Java Async Client sending Syn within 3 seconds

We are using Java Async Client 4.4.1. We are running on Azure VMs We have set timeoutDelay to 10sec and I think the connection_timeout_millis is 30 Sec(30000 milliseconds) by default which we haven’t changed.

We have set totalTimeout of 10ms. Client Policy timeout is also set to 10 Seconds.

Now the problem is that the Server goes into a weird state where the SYN_RECV sockets reach the limit of 512 and the N/W on the server chokes. I know this happens when there are too many RST requests which is what we see in the client TCPDUMP attached below. The client sends SYNs and eventually if server responds with SYN,ACK the client sends RST packet.

What I want to understand that why is the client not waiting for [SYN,ACK] for 30 seconds before re-firing SYNs which is firing every <3 seconds.

The client waits 10ms for the connection to complete because your totalTimeout (10ms) overrides socketTimeout (30sec) when totalTimeout is less than socketTimeout. timeoutDelay (10sec) should help to recover these connections on timeout, but is apparently not effective enough. Note that connection recovery will not work if the sever node is down.

I suggest the following:

  1. Test with the latest java client version.

  2. Uncomment all of the debug statements in ConnectionRecover.java to gain more insight into what’s happening during the recovery process.

  3. After initial tests, use a larger totalTimeout that doesn’t result in an excessive number of timeouts.

@Brian It seems like timeoutdelay is not used for recovering connectionFailures. The state is CONNECT for when that happens.

That is correct. The connection recovery works for command timeouts on existing connections, but not for timeouts on the connection creation itself.

In general, recovering connections on creation is less fruitful because timeouts on connections usually means the node address is bad or the node is down and the connection can’t be recovered. Connection creations that exceed the full timeout value for the command on active nodes are less likely.

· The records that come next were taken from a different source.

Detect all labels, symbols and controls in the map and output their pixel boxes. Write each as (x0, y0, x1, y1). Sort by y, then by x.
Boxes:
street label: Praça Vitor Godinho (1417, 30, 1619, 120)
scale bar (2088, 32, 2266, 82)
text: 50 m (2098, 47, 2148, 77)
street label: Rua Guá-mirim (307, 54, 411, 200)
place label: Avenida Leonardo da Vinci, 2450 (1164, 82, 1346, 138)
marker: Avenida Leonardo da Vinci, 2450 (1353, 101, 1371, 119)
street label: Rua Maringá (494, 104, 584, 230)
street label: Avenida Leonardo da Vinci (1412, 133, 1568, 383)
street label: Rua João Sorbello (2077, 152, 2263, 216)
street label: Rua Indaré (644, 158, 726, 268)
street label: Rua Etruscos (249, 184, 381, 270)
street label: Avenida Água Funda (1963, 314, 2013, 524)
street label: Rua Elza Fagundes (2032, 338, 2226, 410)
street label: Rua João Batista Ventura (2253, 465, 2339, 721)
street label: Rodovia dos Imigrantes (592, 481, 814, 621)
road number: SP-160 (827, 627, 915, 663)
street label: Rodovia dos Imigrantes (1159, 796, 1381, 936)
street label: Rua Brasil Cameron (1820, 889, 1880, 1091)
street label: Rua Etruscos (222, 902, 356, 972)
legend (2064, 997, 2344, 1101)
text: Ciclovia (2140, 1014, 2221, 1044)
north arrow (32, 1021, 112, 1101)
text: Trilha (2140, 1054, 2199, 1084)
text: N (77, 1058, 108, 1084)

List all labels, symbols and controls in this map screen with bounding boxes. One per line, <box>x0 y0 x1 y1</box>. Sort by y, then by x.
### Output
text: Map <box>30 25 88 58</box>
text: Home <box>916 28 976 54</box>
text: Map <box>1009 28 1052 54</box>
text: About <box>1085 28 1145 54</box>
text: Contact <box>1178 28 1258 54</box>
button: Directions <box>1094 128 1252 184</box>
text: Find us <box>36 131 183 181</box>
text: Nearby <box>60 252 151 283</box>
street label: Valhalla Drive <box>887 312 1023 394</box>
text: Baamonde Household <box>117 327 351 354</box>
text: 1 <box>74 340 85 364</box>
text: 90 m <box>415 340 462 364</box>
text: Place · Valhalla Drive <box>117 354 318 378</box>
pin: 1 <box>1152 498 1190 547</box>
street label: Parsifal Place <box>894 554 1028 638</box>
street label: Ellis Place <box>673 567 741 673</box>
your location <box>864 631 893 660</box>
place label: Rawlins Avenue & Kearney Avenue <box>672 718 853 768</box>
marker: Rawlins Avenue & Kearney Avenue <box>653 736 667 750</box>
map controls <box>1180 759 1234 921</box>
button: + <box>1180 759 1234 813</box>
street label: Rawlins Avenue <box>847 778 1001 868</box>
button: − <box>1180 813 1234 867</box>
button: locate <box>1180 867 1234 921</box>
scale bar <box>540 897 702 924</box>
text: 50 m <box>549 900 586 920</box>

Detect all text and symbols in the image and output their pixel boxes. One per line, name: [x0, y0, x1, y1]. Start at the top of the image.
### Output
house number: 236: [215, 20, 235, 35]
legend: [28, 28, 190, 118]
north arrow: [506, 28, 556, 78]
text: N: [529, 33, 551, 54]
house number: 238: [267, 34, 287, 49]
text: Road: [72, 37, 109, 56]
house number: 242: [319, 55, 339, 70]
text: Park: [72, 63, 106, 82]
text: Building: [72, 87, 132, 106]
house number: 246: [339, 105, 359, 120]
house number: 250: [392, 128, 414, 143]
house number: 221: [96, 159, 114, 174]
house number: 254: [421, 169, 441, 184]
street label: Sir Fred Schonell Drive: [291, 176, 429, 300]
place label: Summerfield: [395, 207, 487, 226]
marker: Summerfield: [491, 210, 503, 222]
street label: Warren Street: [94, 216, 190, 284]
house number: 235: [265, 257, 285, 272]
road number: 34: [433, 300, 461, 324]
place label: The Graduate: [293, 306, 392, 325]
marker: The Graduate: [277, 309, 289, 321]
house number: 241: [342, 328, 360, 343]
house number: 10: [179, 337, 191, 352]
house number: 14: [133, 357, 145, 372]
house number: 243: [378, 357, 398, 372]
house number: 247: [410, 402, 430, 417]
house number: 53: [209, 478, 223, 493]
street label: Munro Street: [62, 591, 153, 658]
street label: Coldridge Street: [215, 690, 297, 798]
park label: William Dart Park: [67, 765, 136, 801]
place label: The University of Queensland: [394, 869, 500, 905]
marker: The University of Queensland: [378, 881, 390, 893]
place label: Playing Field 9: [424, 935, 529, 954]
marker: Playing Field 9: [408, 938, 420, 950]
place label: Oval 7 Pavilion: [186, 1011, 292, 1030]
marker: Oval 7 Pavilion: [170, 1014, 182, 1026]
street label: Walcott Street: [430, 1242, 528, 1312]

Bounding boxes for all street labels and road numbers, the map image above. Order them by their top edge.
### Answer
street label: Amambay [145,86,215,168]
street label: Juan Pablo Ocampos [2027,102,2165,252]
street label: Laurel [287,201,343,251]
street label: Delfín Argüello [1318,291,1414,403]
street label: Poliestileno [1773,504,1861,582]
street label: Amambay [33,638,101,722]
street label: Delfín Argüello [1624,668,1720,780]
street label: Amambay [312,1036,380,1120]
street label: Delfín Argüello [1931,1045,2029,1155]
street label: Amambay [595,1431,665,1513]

@Brian This leads to the same problem as solved by timeoutDelay in case of cloud VMs. The N/W cards choke and the ping latencies go haywire.

I’m currently busy with other projects, but when I get some free time, I will investigate recovering from connect timeouts when using netty.

Note that timeoutDelay helps mitigate connection churn, but it doesn’t solve the real problem; configured timeouts are too low in your environment. They should be adjusted to where timeouts are a rare occurrence.

I added a 1 second sleep in server function cf_socket_accept() that is triggered when a special info command is run from the command line. I also set the following policy on the client:

p.socketTimeout = 500;
p.totalTimeout = 500;
p.timeoutDelay = 3000;

This scenario triggers a client timeout, but the timeout happens after the connection channel is activated and the command bytes have been written to the socket. The state COMMAND_READ_HEADER is then handled and the connection is properly recovered.

I can’t find a way to induce an async netty client timeout during the connection state. If the server is available but slow, the timeout occurs in the client read state.

If the server is not available, there is no point in trying to recover the connection. On server restarts, the old server instance connections will never become valid in the new server instance.

This leads to my question: How were you able to induce client timeouts during the connection state?

Hey @Brian

We have 8ms totalTimeout and we are on Azure. This was automatically happening for us. Once the traffic would hit a certain threshold.

There is a new java client branch “recover” that expands connection recovery scope to include async netty commands in connect state. Try this branch and let us know if it improves your connection churn.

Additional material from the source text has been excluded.